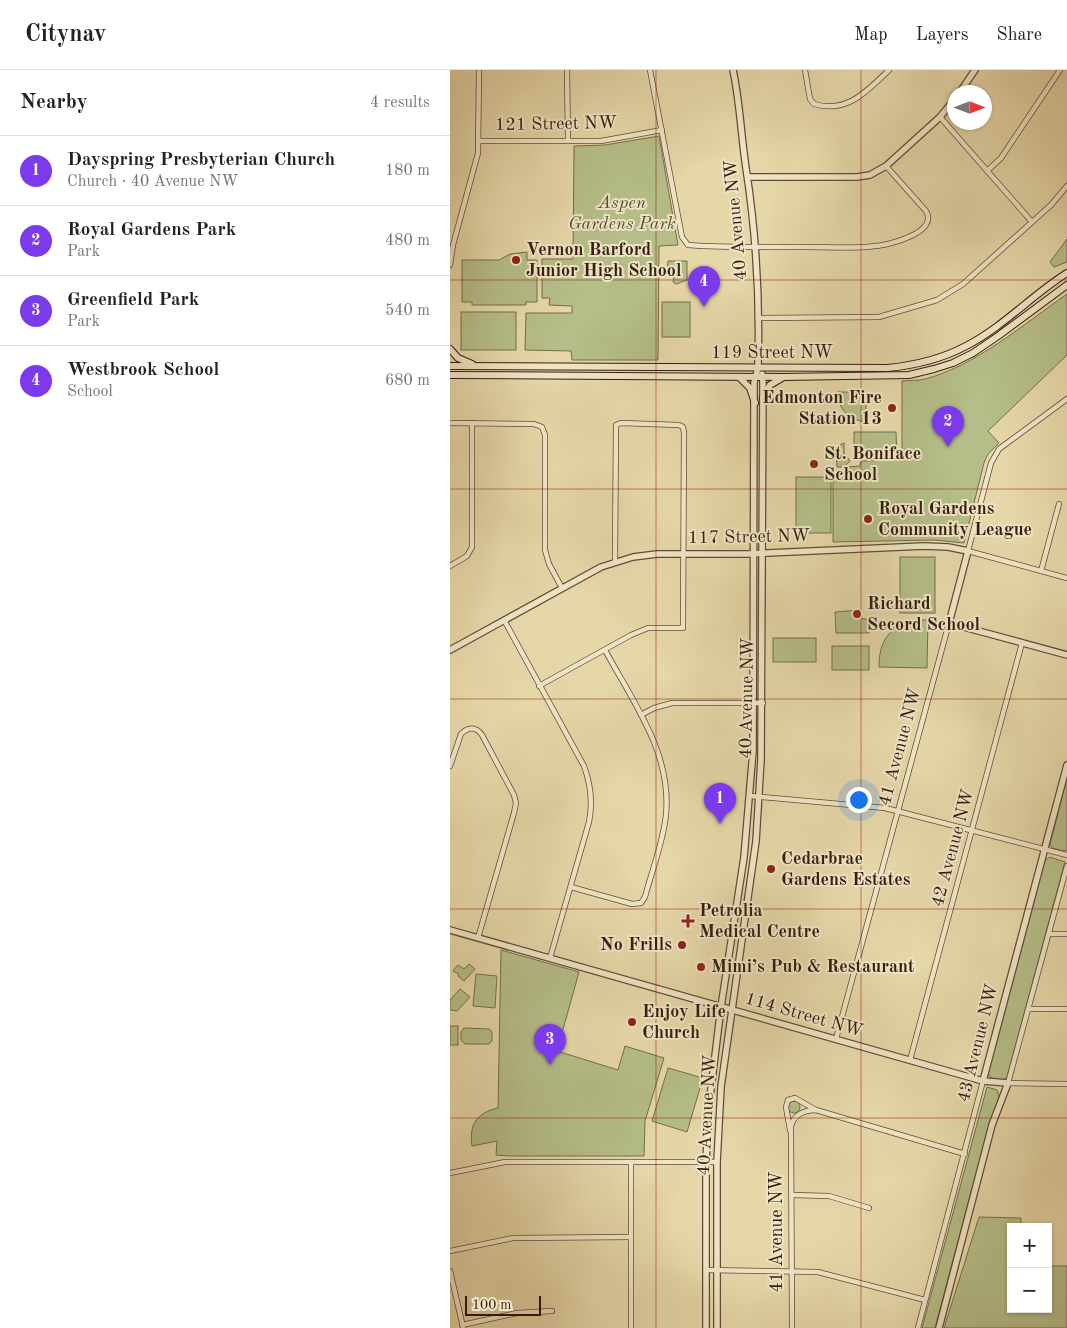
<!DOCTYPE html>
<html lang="en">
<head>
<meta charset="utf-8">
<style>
	body { margin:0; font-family:"Old Standard TT",serif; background:#f2f2f2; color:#202124 }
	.controls { position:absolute; right:15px; bottom:15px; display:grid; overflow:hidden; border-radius:0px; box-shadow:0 1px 4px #0004 }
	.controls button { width:45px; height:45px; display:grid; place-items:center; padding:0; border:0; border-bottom:1px solid #e0e0e0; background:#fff; color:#202124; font:25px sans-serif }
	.compass { position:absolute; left:497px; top:15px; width:45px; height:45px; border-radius:50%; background:#fff; box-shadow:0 1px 4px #0004; rotate:90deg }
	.scale { position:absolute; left:15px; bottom:12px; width:76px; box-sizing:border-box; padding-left:5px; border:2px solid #341d0c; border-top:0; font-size:14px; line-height:18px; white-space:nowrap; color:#341d0c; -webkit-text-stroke:4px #efe5c6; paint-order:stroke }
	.you { position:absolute; left:408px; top:729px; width:18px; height:18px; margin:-12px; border:4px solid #fff; border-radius:50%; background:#1a73e8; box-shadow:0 0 0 8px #1a73e833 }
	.badge { display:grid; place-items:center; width:32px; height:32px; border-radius:50%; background:#7c3aed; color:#fff; font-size:16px; font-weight:700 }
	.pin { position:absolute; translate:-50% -41px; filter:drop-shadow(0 1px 2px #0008) }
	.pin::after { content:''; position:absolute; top:26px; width:18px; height:15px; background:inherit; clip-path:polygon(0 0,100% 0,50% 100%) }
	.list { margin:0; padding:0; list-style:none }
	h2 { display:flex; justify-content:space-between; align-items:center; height:65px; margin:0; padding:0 20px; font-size:21px }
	h2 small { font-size:16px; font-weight:400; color:#757577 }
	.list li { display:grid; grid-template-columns:32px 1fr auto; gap:15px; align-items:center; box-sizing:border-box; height:70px; padding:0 20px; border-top:1px solid #e0e0e0 }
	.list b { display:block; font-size:19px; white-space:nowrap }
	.list p { margin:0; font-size:16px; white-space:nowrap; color:#757577 }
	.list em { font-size:16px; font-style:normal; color:#757577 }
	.map { position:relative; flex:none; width:617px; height:1258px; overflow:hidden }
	header { display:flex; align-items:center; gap:30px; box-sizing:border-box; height:70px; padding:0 25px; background:#fff; border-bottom:1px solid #e0e0e0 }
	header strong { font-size:24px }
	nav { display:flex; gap:28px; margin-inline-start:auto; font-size:18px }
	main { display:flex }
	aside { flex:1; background:#fff }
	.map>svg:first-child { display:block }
	.green { fill:#b5be88; stroke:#746e4a }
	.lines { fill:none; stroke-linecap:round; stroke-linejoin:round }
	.minor-casing { stroke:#604c33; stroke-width:6 }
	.tertiary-casing { stroke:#604c33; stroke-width:8 }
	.secondary-casing { stroke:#341d0c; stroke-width:8 }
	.minor { stroke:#efe5c6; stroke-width:4.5 }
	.tertiary { stroke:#efe5c6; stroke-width:5.5 }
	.secondary { stroke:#efe5c6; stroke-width:6 }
	.grid { fill:none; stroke:#8f2418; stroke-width:1; stroke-opacity:0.55 }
	.poi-dot { fill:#8f2418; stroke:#efe5c6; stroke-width:2 }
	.labels { text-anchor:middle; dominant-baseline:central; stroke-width:4; stroke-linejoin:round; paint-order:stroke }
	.street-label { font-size:18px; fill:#341d0c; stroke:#efe5c6 }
	.park-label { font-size:18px; font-style:italic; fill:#5b4d31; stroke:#efe5c6 }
	.poi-label { font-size:18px; font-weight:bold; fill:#341d0c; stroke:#efe5c6; text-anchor:start }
</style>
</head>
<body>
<header>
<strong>Citynav</strong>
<nav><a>Map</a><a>Layers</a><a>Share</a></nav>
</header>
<main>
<aside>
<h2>Nearby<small>4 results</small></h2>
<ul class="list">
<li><span class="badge">1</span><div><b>Dayspring Presbyterian Church</b><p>Church · 40 Avenue NW</p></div><em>180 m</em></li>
<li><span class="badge">2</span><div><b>Royal Gardens Park</b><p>Park</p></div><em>480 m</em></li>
<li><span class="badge">3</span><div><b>Greenfield Park</b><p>Park</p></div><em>540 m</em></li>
<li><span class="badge">4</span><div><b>Westbrook School</b><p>School</p></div><em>680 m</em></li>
</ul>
</aside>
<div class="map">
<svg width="617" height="1258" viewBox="0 0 617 1258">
	<rect width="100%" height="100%" fill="#e6d7a8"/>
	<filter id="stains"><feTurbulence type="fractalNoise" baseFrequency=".004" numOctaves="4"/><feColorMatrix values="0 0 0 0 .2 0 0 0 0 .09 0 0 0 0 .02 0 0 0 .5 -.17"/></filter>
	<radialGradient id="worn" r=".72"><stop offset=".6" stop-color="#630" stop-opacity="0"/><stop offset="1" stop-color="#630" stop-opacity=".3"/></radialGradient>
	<g class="green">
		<polygon points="209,66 228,175 209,176 208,290 122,290 121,281 75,280 76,243 122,243 122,236 99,235 100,228 92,228 92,189 123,189 124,76 155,75"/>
		<polygon points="617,169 617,192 604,197 600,192"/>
		<polygon points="77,182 77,190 87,190 87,232 76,232 76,235 22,235 22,232 12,232 12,190 49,190 60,184"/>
		<polygon points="218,191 237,191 237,210 226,214 223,212 224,207 217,205"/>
		<path d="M617 224V285L538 361 549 373 538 384 534 393 514 473 485 470 383 472V410L397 397 410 396 411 391 452 390V311C459 310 468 311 475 309 525 296 574 254 617 224Z"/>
		<rect x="212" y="232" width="28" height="35"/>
		<rect x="11" y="242" width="55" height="38"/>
		<path d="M387 322H412L416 326V352C399 350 388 339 387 322Z"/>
		<polygon points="404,362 446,362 447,386 404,386"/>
		<polygon points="394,373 394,383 400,391 394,397 387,397 386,377"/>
		<rect x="346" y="407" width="35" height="56"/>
		<rect x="450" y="487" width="35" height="56"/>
		<polygon points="411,540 412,549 419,549 419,563 386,563 385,542"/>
		<path d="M465 550H478L477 598 429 597C429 570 439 557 465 550Z"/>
		<rect x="323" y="568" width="43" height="24"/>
		<rect x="382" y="576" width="37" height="24"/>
		<polygon points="617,708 617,780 614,781 602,778 600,774"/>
		<polygon points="600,787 615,792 614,795 557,1007 553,1010 541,1008 538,1003 595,790"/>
		<path d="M51 880 129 902 107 981 168 1000 175 976 214 988 195 1051 194 1086H59L46 1085 47 1071 22 1076C19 1055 26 1043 48 1038Z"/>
		<polygon points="19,894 25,899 14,911 8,906 9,904 3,901 8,895 14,899"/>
		<polygon points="26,904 47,906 45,938 23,936"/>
		<polygon points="10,919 20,927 7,941 0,940 0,930"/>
		<rect x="0" y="956" width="8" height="19"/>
		<polygon points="14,958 39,959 42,962 42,971 39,974 15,974 11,970 11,962"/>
		<polygon points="218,998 253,1008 237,1062 202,1051"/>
		<polygon points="537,1017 547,1020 549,1025 548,1031 525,1107 485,1258 472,1258"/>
		<circle cx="344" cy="1037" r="6"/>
		<polygon points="529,1147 571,1148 571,1157 561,1157 561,1239 598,1239 598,1196 617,1196 617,1258 494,1258"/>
	</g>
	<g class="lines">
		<g class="minor-casing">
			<g id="minor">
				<polyline points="117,0 118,71"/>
				<path d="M200 0 232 167 238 175C278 178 317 177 356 177 379 177 403 179 425 176 440 175 489 162 476 141L436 96"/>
				<path d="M355 0 360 29 364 34C397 44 417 21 439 0"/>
				<polyline points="490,47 582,152"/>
				<polyline points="29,71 151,71 212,60"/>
				<polyline points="537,101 551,88 610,0"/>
				<polyline points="0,195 3,175 28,83 29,0"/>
				<polyline points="308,248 429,247 487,230 513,214 601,135 617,116"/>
				<polyline points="617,329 549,379 541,393 518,481 617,508"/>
				<polyline points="0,353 84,354 92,357 95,365 95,480 99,494 112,518"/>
				<polyline points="0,496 17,486 22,477 22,353"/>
				<polyline points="591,501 609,434"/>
				<path d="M54 550 134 696C141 715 143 732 139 752L100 888"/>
				<polyline points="89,616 181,565 198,558 233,558 234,363 233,357 229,355 171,353 166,355 165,491"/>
				<polyline points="191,645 204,638 222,633 313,633"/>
				<path d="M0 696 11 664C18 657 26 656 32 665L64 725 66 733 64 743 28 868"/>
				<polyline points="300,726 435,738 617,785"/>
				<polyline points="617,796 558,1013 617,1014"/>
				<path d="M121 817 182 834 191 833 195 827C202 800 213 773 216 745 222 683 183 632 155 580"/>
				<polyline points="599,864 617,864"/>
				<polyline points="579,939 617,939"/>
				<polyline points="386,969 499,553"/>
				<polyline points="460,990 572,573"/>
				<polyline points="340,1060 336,1037 338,1030 345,1028 366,1040"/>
				<polyline points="0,1103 55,1092 267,1092"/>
				<polyline points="342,1125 379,1126 419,1138"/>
				<polyline points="0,1181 63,1168 181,1167"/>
				<polyline points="256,1200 368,1202 475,1230"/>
				<polyline points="0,1201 13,1257"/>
				<polyline points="12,1255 67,1243 102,1241"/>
				<polyline points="181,1258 181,1092"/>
				<path d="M342 1258 341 1057C343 1045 354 1040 366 1040L515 1084"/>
				<polyline points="468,1258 533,1011"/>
			</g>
		</g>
		<g class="tertiary-casing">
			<g id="tertiary">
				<polyline points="510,22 525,0"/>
				<polyline points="298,107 407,107 420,105 436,96 490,47 504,30"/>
				<polyline points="0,580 151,497 183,487 207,484 298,484 474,476 498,477 518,481 499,553 617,585"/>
				<polyline points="0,860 533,1011 558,1013 542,1055 489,1258"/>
				<polyline points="533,1011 617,695"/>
				<path d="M256 1258V1092L259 1035 271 937 294 787 303 681 304 313C305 307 308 301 308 295 310 229 306 163 296 98 291 65 290 33 283 0"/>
				<polyline points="267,1258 267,1092 271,1017 306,771 311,690 313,313 312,304"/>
			</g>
		</g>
		<g class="secondary-casing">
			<g id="secondary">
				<polyline points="0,279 8,288 22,294"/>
				<path d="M0 296 438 298C466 295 492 289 516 276 553 257 582 225 617 203"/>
				<polyline points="0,305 333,307 459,305 484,299 503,293 523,283 548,266 617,215"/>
				<polyline points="289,307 300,318 305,333"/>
				<polyline points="313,328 320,315 332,308"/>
			</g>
		</g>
		<use href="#minor" class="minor"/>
		<use href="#tertiary" class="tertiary"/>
		<use href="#secondary" class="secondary"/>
	</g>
	<path class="grid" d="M206 0V1258M411 0V1258M0 210H617M0 419H617M0 629H617M0 839H617M0 1048H617"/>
	<g class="poi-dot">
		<circle cx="66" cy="190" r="5"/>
		<circle cx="442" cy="338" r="5"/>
		<circle cx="364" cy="394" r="5"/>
		<circle cx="418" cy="449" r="5"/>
		<circle cx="407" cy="544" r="5"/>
		<circle cx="321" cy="799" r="5"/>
		<path d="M235.5 843.5h5v5h5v5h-5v5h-5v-5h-5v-5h5z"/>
		<circle cx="232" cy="875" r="5"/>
		<circle cx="251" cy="897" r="5"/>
		<circle cx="182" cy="952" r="5"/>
	</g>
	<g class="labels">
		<g class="street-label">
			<text transform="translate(106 54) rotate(-1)">121 Street NW</text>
			<text transform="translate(286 150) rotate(-95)">40 Avenue NW</text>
			<text x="322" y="283">119 Street NW</text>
			<text transform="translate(299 467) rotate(-1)">117 Street NW</text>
			<text transform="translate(297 628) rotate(-89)">40 Avenue NW</text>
			<text transform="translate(450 677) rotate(-75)">41 Avenue NW</text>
			<text transform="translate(503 778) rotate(-75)">42 Avenue NW</text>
			<text transform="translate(354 945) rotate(16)">114 Street NW</text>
			<text transform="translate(528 973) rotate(-76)">43 Avenue NW</text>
			<text transform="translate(257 1045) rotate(-87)">40 Avenue NW</text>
			<text transform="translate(327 1162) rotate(-90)">41 Avenue NW</text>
		</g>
		<g class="park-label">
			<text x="172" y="133">Aspen<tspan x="172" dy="21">Gardens Park</tspan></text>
		</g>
		<g class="poi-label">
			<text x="76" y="180">Vernon Barford<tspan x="76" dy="21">Junior High School</tspan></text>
			<text x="432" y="328" text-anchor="end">Edmonton Fire<tspan x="432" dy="21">Station 13</tspan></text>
			<text x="374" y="384">St. Boniface<tspan x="374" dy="21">School</tspan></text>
			<text x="428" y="439">Royal Gardens<tspan x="428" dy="21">Community League</tspan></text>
			<text x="417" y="534">Richard<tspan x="417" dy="21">Secord School</tspan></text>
			<text x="331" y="789">Cedarbrae<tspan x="331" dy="21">Gardens Estates</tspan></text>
			<text x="249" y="841">Petrolia<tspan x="249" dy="21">Medical Centre</tspan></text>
			<text x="222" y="875" text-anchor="end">No Frills</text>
			<text x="261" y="897">Mimi’s Pub &amp; Restaurant</text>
			<text x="192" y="942">Enjoy Life<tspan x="192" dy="21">Church</tspan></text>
		</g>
	</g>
	<rect width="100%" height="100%" filter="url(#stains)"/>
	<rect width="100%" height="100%" fill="url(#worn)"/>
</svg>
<div class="controls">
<button>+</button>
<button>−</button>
</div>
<svg class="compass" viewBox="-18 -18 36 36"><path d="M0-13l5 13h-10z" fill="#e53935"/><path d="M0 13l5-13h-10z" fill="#757577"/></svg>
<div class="scale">100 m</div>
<div class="you"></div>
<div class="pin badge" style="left:270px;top:754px">1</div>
<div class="pin badge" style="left:498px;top:377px">2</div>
<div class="pin badge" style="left:100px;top:995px">3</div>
<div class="pin badge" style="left:254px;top:237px">4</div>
</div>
</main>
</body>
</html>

* * * *

WHAT IS NEEDED.
When pictures appear in the records above, leave them out and reproduce exactly each line from the first through the line containing "font-size:16px; font-style:normal; color:#757577", both included.

COMPLETED TASK.
<!DOCTYPE html>
<html lang="en">
<head>
<meta charset="utf-8">
<style>
	body { margin:0; font-family:"Old Standard TT",serif; background:#f2f2f2; color:#202124 }
	.controls { position:absolute; right:15px; bottom:15px; display:grid; overflow:hidden; border-radius:0px; box-shadow:0 1px 4px #0004 }
	.controls button { width:45px; height:45px; display:grid; place-items:center; padding:0; border:0; border-bottom:1px solid #e0e0e0; background:#fff; color:#202124; font:25px sans-serif }
	.compass { position:absolute; left:497px; top:15px; width:45px; height:45px; border-radius:50%; background:#fff; box-shadow:0 1px 4px #0004; rotate:90deg }
	.scale { position:absolute; left:15px; bottom:12px; width:76px; box-sizing:border-box; padding-left:5px; border:2px solid #341d0c; border-top:0; font-size:14px; line-height:18px; white-space:nowrap; color:#341d0c; -webkit-text-stroke:4px #efe5c6; paint-order:stroke }
	.you { position:absolute; left:408px; top:729px; width:18px; height:18px; margin:-12px; border:4px solid #fff; border-radius:50%; background:#1a73e8; box-shadow:0 0 0 8px #1a73e833 }
	.badge { display:grid; place-items:center; width:32px; height:32px; border-radius:50%; background:#7c3aed; color:#fff; font-size:16px; font-weight:700 }
	.pin { position:absolute; translate:-50% -41px; filter:drop-shadow(0 1px 2px #0008) }
	.pin::after { content:''; position:absolute; top:26px; width:18px; height:15px; background:inherit; clip-path:polygon(0 0,100% 0,50% 100%) }
	.list { margin:0; padding:0; list-style:none }
	h2 { display:flex; justify-content:space-between; align-items:center; height:65px; margin:0; padding:0 20px; font-size:21px }
	h2 small { font-size:16px; font-weight:400; color:#757577 }
	.list li { display:grid; grid-template-columns:32px 1fr auto; gap:15px; align-items:center; box-sizing:border-box; height:70px; padding:0 20px; border-top:1px solid #e0e0e0 }
	.list b { display:block; font-size:19px; white-space:nowrap }
	.list p { margin:0; font-size:16px; white-space:nowrap; color:#757577 }
	.list em { font-size:16px; font-style:normal; color:#757577 }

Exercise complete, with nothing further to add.